Well, I graduated from the 18-to-34 male demographic exactly 15 years ago, so I don't count, but there weren't many of those precious consumers in the audience. Lots of older folks of both sexes, and some young women -- but few young men. Why's that?
The San Francisco Chronicle's pop culture writer Peter Hartlaub noticed, too. And this weekend, he offers some excellent tips (and some hilarious writing) on the phenomenon. He says, in part:
"It's a strange phobia, considering that 'Brokeback Mountain' may be the best date movie to come along in years. You have the potential to look so sensitive that you can probably get her to pay for the movie and a trip to Red Lobster. Add a few tears near the ending (just think about that scene in 'Rudy' where underdog Rudy leads the Notre Dame Irish on the field), and you might be surprised where the evening takes you. Think make-up sex is great? Try some you-just-took-me-to-'Brokeback Mountain' sex."For my part, I liked "Brokeback Mountain." While most of it was shot in Canada, it captured the promising-but-perilous (and occasionally bleak) landscape of my home state pretty well. I knew guys like Ennis and Jack: Rootless, aloof, lonely, deliberately dispassionate, and usually impoverished, living from meager paycheck to rodeo entry fee to meager paycheck. We've seen his type depicted before: Montgomery Clift (who also happened to be gay) in "The Misfits" and Cliff Robertson in "J.W. Coop." So, for me, there was this twinge of recognition of those guys, and I felt terribly sorry for them ... and hoped to God I wasn't like them when the time came to take stock of life.

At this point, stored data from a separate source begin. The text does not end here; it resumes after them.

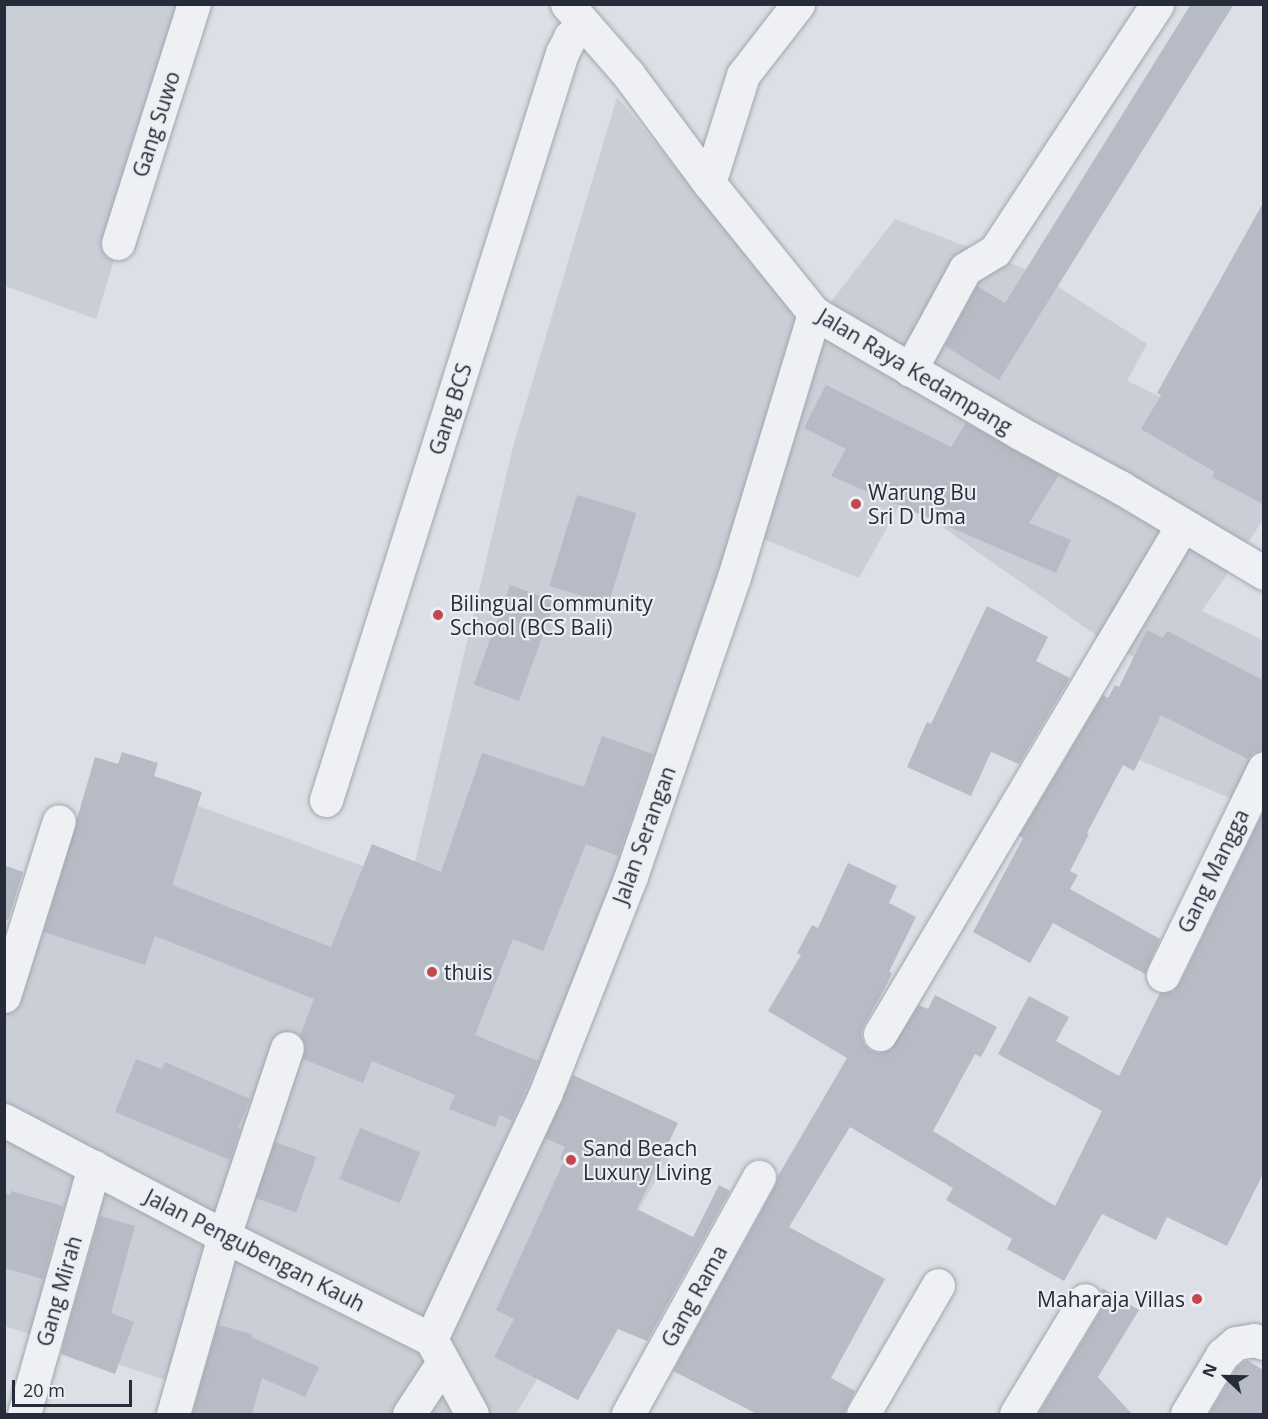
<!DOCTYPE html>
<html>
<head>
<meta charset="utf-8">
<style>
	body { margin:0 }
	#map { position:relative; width:1268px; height:1419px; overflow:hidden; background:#dcdfe5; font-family:"Open Sans",sans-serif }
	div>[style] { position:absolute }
	.built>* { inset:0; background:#caced6 }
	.building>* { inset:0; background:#b6bbc5; transform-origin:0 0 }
	.roads { filter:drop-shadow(0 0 2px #a2a6ae) drop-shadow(0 0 2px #a2a6ae) }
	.minor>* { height:33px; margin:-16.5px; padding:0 16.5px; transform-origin:16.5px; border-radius:16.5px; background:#eef0f4 }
	.dots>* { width:16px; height:16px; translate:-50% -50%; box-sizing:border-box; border:3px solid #ebeef3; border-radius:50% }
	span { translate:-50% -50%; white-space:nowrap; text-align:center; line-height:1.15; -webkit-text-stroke:4.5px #ebeef3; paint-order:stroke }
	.street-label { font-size:21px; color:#272c3a }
	.poi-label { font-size:21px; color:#272c3a }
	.left { translate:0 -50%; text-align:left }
	.right { translate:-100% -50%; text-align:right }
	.frame { position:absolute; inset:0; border:6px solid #272c3a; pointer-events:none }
	.north { position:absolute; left:1196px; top:1347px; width:60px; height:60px; -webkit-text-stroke:4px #ebeef3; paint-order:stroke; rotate:292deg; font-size:16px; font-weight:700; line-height:24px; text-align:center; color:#272c3a }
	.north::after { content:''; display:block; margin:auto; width:21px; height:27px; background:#272c3a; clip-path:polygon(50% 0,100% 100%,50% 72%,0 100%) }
	.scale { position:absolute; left:12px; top:1380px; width:120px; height:27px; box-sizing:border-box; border:3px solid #272c3a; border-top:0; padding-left:8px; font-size:18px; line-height:21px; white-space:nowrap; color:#272c3a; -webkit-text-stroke:4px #ebeef3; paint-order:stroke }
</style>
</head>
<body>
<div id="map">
	<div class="built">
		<div style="clip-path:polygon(4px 5px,192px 5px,96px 319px,5px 286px)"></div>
		<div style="clip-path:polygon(617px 97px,810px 329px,895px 219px,1038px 274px,1147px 344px,1127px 381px,1214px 422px,1245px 383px,1263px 398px,1263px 520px,1202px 611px,1263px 640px,1263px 812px,1137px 759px,1177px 682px,1097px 636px,903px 499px,859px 578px,742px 530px,540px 1080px,673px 1152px,516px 1414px,255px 1414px,159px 1378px,5px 1326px,4px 1011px,99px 770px,410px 883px,513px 447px)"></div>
	</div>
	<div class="building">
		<div style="clip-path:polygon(1191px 4px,1234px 4px,999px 380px,945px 346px,977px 286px,1005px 303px)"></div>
		<div style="clip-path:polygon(1263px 203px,1263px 504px,1212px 477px,1215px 472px,1141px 429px,1161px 395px,1157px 393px)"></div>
		<div style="clip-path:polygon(826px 385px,951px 447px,966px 423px,1059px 475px,1029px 523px,1071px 540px,1056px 573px,831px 476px,846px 449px,804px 428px)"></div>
		<div style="left:577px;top:495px;width:62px;height:95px;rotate:17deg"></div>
		<div style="left:510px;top:585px;width:48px;height:106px;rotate:20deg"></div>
		<div style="clip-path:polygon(987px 606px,1048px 637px,1036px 661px,1070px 678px,1019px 764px,991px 752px,971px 796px,907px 767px,927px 722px,931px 724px)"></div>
		<div style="clip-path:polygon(1147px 630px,1163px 638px,1167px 631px,1263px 680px,1263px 749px,1254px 752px,1248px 759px,1161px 715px,1134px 771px,1123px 765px,1087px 833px,1089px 834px,1070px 871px,1078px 875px,1070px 889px,1160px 939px,1145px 974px,1053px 923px,1030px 963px,973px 932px,1023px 838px,1019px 836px,1103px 695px,1108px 698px,1115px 685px,1119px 687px)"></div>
		<div style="clip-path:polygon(602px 736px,653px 754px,618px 856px,586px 844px,543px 951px,513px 939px,475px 1035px,538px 1061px,512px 1121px,500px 1115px,495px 1127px,449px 1109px,455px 1095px,372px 1061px,363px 1083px,303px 1059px,305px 1045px,300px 1035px,314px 999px,155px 936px,145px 965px,44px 932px,95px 757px,118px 764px,122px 752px,158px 763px,154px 776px,202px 792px,172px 885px,331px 947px,372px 844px,441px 872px,482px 753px,584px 787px)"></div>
		<div style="clip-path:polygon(1263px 812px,1263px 1174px,1227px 1246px,1167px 1217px,1156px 1240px,1102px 1214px,1064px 1281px,1007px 1249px,1012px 1239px,946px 1200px,953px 1188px,850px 1127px,789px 1227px,885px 1279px,831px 1378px,855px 1391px,844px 1414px,757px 1414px,673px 1371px,775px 1186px,778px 1176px,847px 1058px,768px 1011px,801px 955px,797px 953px,812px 925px,818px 928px,848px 863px,897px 886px,889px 903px,916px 917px,889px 972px,892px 973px,885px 988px,864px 1025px,861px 1034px,864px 1044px,870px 1050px,879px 1053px,890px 1050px,919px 1005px,928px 1009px,935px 995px,997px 1027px,981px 1057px,975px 1054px,933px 1131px,1055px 1206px,1102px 1111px,998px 1054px,1029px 996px,1069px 1017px,1056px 1041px,1119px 1076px,1160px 993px,1173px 991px,1180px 983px)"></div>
		<div style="clip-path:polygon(4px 865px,23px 872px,8px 920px,4px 919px)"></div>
		<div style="clip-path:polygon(136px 1059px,162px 1069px,165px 1062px,250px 1099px,238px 1128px,240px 1129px,230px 1160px,115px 1112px)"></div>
		<div style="clip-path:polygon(573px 1075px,678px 1123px,637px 1209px,693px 1237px,719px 1185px,730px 1191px,647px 1341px,618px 1329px,578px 1400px,494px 1357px,514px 1319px,496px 1310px,564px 1161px,560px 1159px,565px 1147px,545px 1138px)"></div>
		<div style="left:360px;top:1128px;width:65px;height:55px;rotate:22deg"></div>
		<div style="left:275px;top:1142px;width:44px;height:59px;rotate:20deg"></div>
		<div style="clip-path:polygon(11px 1191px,63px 1206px,43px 1279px,4px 1268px,4px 1193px,10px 1195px)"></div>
		<div style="clip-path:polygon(100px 1216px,135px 1226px,111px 1313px,134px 1322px,115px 1374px,61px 1354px)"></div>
		<div style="clip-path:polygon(1102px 1288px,1139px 1310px,1098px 1377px,1132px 1414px,1038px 1414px,1101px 1310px)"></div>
		<div style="clip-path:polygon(218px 1325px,252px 1334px,251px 1337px,319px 1367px,305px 1397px,262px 1378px,252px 1414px,192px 1414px)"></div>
		<div style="clip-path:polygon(1247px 1360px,1263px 1370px,1263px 1414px,1209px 1414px,1237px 1367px)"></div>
	</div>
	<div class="roads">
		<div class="minor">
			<div style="left:567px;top:4px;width:93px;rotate:48.9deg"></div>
			<div style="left:628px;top:74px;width:136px;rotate:53.4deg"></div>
			<div style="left:709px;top:183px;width:167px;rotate:51.1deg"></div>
			<div style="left:814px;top:313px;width:238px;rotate:30.2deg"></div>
			<div style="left:1020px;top:433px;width:114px;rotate:28.4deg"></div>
			<div style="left:1120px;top:487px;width:168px;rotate:30.8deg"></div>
			<div style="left:709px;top:183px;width:113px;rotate:-72.5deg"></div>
			<div style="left:743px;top:75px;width:90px;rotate:-52.2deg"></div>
			<div style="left:118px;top:243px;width:251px;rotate:-72.4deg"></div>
			<div style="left:910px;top:370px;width:115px;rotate:-61.4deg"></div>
			<div style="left:965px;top:269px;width:35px;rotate:-31deg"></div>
			<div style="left:995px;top:251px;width:295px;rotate:-56.7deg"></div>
			<div style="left:326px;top:800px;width:783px;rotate:-72.47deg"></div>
			<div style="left:562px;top:53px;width:18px;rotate:-63deg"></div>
			<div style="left:570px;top:37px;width:19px;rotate:-39deg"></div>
			<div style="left:1163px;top:975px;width:230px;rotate:-64deg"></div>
			<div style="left:4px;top:996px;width:183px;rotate:-72.6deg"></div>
			<div style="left:880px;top:1034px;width:591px;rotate:-59.27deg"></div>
			<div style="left:4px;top:1120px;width:249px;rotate:27.8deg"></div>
			<div style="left:224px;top:1236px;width:231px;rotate:26.5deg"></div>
			<div style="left:431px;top:1339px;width:85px;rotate:61.3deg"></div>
			<div style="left:431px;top:1339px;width:272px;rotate:-65deg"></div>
			<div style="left:546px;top:1092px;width:232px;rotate:-68.5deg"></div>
			<div style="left:631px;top:876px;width:316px;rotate:-71deg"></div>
			<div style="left:734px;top:577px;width:276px;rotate:-73.1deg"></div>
			<div style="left:24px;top:1414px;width:257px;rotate:-74.2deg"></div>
			<div style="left:173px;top:1414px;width:185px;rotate:-74deg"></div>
			<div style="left:224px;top:1236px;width:198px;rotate:-71.5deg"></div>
			<div style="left:409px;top:1414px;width:60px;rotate:-56.6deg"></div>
			<div style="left:628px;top:1414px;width:271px;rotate:-61.1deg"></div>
			<div style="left:863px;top:1414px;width:149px;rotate:-59.8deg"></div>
			<div style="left:1016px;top:1414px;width:133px;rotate:-58.8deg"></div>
			<div style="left:1187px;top:1414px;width:69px;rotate:-59.3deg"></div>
			<div style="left:1222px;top:1355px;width:18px;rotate:-41deg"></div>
			<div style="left:1236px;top:1343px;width:18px;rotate:-9deg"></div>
			<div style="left:1254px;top:1340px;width:10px;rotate:17deg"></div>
		</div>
	</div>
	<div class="dots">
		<div style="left:856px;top:504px;background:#c5464e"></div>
		<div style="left:438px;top:615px;background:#c5464e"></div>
		<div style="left:432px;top:972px;background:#c5464e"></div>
		<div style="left:571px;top:1160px;background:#c5464e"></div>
		<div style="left:1197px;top:1299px;background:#c5464e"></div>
	</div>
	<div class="street-label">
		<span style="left:156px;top:124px;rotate:-72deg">Gang Suwo</span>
		<span style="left:915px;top:371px;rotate:31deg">Jalan Raya Kedampang</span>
		<span style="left:450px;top:409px;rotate:-72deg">Gang BCS</span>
		<span style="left:644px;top:835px;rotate:-70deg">Jalan Serangan</span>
		<span style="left:1213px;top:871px;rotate:-64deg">Gang Mangga</span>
		<span style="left:255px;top:1250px;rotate:27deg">Jalan Pengubengan Kauh</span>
		<span style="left:59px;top:1291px;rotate:-74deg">Gang Mirah</span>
		<span style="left:694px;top:1296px;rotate:-61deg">Gang Rama</span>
	</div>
	<div class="poi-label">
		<span class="left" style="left:868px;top:504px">Warung Bu<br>Sri D Uma</span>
		<span class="left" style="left:450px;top:615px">Bilingual Community<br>School (BCS Bali)</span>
		<span class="left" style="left:444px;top:972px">thuis</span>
		<span class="left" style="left:583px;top:1160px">Sand Beach<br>Luxury Living</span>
		<span class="right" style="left:1185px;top:1299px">Maharaja Villas</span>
	</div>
	<div class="frame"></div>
	<div class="north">N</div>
	<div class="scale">20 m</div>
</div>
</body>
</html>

Is there a real Brokeback Mountain, you might ask your blogging Wyoming friend?
The USGS Global Names Information System contains no Brokeback Mountain, but there's a Brokenback Creek, Narrows and Reservoir about 100 miles northeast of Riverton, a real city in central Wyoming (the town where Ennis Del Mar lives in the story.)
Annie Proulx told the Jackson Hole (Wyo.) News: "Brokeback is not a real place. There is, on a map I once saw, a Break Back Mountain in Wyoming which I have never seen, but the name worked on several levels and replaced half a dozen more pedestrian names I had been trying out."
But, in fact, there are no Break Back geographic sites in Wyoming either. Ain't creativity cool?
PHOTO ABOVE: This is what's known in Wyoming as an "IFOT" -- an image made "in front of Tetons."